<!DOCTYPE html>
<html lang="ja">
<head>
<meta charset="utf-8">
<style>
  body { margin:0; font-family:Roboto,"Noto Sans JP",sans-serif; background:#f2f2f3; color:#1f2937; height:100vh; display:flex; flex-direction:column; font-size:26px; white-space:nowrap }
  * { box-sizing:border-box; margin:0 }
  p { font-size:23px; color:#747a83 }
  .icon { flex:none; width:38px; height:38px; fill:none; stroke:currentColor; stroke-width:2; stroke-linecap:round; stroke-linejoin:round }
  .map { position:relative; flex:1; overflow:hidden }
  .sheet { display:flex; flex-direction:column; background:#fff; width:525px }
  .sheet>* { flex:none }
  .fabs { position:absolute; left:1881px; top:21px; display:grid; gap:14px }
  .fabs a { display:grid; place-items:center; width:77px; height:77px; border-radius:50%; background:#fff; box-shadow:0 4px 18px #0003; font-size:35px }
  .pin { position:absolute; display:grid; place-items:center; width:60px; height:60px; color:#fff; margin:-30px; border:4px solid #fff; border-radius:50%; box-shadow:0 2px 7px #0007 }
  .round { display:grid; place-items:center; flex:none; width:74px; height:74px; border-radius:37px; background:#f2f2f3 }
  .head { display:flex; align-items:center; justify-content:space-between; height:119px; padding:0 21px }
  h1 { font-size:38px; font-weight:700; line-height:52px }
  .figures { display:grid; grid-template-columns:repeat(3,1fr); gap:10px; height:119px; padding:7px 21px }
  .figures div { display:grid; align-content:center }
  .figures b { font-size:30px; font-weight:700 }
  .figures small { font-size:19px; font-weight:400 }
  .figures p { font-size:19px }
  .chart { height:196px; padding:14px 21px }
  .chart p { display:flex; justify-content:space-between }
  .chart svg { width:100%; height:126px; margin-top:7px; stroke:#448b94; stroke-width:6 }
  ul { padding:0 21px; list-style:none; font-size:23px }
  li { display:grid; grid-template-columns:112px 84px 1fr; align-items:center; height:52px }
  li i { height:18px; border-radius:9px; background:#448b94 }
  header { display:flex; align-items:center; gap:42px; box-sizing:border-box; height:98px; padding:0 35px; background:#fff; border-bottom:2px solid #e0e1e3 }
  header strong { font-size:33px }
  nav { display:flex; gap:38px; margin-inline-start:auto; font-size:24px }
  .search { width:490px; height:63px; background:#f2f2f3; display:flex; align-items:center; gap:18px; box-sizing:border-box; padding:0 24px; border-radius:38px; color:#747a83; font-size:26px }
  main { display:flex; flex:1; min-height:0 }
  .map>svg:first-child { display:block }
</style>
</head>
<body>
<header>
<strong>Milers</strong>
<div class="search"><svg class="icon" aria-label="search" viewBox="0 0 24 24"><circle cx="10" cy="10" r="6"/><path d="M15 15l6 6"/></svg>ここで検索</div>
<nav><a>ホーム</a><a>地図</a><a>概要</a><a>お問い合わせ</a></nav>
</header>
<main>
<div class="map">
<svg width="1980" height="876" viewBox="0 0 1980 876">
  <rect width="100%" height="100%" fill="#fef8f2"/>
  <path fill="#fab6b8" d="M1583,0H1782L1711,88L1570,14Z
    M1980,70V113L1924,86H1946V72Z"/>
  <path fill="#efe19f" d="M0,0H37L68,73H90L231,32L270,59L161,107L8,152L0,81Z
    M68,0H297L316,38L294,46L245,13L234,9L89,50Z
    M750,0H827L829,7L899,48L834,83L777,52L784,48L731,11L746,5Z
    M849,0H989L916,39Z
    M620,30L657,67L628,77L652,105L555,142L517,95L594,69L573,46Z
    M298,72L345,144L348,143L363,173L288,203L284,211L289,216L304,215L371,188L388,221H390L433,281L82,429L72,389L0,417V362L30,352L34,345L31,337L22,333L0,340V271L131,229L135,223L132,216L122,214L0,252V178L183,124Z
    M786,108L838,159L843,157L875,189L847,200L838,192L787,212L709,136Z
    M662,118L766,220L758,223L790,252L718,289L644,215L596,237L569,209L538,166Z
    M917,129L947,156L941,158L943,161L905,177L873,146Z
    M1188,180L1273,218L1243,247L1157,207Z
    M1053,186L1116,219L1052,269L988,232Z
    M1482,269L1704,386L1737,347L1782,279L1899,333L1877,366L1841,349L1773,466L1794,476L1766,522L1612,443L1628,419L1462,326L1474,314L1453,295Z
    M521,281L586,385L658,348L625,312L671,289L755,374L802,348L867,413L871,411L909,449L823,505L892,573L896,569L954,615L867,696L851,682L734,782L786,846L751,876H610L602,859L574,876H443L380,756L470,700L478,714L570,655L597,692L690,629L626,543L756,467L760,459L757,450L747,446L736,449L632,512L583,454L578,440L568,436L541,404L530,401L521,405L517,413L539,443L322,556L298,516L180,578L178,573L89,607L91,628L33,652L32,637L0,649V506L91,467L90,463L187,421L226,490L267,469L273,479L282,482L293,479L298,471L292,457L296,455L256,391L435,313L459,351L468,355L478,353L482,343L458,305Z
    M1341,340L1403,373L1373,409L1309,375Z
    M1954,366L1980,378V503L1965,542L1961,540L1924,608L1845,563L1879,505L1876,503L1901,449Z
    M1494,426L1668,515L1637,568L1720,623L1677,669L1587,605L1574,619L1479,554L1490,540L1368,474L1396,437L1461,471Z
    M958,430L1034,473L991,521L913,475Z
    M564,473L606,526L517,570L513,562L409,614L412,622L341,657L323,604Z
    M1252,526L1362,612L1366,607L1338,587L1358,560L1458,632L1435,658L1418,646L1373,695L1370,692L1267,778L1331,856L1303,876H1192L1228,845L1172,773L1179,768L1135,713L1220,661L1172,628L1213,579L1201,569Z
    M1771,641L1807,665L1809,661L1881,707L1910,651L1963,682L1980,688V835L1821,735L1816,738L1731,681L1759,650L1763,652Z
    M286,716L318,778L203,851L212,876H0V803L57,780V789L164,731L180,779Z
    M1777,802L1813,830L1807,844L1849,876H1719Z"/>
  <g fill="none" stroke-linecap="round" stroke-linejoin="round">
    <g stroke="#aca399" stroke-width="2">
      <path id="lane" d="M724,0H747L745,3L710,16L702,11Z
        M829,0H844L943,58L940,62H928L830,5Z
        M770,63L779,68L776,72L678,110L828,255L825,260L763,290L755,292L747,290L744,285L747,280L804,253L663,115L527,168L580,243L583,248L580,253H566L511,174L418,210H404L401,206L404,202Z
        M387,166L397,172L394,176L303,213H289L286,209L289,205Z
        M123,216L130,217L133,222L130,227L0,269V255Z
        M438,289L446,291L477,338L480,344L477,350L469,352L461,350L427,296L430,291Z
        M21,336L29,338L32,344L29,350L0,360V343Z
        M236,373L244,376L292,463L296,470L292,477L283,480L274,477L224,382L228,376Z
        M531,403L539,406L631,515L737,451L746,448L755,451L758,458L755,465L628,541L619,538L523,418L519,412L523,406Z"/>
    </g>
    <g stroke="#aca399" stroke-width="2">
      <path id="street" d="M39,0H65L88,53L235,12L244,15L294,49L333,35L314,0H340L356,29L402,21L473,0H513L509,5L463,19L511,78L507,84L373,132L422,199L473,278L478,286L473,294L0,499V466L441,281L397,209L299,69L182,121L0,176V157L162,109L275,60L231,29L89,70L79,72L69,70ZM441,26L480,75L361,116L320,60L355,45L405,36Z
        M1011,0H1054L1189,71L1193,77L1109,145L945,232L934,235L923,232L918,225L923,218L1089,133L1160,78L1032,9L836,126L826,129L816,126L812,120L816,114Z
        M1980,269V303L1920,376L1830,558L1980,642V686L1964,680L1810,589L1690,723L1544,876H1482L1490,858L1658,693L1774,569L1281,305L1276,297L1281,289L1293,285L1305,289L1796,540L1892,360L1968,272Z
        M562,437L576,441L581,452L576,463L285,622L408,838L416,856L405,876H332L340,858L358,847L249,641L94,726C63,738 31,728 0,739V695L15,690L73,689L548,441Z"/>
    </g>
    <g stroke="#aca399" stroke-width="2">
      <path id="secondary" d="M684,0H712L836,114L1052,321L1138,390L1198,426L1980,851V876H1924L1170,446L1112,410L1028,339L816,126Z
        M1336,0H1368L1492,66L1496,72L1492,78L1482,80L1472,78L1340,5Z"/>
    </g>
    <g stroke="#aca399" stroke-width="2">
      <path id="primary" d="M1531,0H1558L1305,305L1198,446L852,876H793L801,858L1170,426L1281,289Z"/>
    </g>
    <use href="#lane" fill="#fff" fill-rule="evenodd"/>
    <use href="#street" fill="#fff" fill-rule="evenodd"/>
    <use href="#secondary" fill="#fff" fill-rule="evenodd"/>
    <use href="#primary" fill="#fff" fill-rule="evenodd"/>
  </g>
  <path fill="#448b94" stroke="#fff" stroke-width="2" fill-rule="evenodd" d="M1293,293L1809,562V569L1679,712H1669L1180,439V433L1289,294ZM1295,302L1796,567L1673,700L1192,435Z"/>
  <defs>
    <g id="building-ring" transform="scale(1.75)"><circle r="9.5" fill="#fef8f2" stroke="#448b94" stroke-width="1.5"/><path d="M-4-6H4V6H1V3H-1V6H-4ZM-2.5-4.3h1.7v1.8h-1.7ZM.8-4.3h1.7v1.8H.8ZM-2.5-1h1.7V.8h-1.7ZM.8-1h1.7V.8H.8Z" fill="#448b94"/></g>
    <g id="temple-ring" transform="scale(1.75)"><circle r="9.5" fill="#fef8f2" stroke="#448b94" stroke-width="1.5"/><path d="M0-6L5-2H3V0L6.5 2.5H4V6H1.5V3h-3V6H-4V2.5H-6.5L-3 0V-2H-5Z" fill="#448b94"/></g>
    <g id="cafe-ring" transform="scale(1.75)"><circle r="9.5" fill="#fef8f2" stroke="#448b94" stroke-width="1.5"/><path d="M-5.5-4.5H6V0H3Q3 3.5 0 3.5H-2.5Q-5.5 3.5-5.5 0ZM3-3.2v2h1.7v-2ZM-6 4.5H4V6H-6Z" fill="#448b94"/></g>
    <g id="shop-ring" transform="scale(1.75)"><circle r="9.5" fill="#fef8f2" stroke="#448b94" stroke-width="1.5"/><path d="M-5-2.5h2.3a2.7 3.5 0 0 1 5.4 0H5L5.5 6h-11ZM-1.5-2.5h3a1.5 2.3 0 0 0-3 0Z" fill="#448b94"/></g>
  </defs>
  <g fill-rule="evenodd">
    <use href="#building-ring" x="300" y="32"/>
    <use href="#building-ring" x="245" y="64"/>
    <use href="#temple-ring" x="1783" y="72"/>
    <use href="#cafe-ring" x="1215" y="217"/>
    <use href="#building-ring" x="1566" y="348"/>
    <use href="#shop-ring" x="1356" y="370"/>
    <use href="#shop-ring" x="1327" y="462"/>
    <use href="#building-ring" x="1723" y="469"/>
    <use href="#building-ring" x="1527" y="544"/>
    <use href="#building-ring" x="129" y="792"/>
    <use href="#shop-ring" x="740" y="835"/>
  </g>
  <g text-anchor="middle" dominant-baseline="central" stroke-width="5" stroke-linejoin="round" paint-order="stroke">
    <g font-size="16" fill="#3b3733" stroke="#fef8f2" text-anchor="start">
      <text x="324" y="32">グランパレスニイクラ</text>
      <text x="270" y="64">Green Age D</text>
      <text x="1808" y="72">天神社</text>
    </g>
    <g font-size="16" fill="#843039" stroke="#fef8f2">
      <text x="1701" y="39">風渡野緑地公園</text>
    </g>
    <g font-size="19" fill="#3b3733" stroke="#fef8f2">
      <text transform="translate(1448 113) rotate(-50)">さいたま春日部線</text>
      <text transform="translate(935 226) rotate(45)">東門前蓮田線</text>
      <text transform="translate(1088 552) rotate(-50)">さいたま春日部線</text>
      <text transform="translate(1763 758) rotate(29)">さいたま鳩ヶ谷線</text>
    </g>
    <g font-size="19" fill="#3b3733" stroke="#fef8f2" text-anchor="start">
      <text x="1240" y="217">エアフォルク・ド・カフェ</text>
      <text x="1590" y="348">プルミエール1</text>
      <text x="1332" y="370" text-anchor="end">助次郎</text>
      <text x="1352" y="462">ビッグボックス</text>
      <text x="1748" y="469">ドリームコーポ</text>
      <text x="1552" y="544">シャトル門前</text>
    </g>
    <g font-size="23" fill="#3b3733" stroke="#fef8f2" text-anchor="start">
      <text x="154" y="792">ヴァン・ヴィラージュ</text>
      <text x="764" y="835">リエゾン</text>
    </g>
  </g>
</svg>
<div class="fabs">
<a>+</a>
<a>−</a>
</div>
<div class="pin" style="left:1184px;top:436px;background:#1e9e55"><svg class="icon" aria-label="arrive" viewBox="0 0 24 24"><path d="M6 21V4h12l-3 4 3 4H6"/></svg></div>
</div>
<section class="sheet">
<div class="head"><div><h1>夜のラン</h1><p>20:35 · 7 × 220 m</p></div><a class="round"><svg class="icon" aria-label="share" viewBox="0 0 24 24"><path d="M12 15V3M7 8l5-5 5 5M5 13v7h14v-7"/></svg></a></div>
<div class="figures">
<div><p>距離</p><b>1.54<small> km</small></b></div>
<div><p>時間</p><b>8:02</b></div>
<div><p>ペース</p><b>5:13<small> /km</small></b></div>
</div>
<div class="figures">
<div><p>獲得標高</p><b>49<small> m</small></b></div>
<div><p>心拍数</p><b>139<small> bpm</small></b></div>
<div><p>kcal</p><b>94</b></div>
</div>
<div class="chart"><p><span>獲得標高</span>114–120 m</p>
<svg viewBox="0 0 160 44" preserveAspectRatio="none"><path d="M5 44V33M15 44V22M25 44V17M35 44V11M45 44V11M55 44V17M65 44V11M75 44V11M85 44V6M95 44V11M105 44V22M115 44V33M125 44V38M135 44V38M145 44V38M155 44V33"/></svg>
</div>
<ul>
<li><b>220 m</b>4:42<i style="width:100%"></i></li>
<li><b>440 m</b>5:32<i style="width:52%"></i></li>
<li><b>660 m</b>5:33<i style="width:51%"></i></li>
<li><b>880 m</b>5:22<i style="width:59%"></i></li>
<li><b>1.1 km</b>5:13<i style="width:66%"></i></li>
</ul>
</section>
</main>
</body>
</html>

* **What this task involves**:
Among the lines above, count those that hold the word "fabs" and give only the count.

* **Result for this task**:
3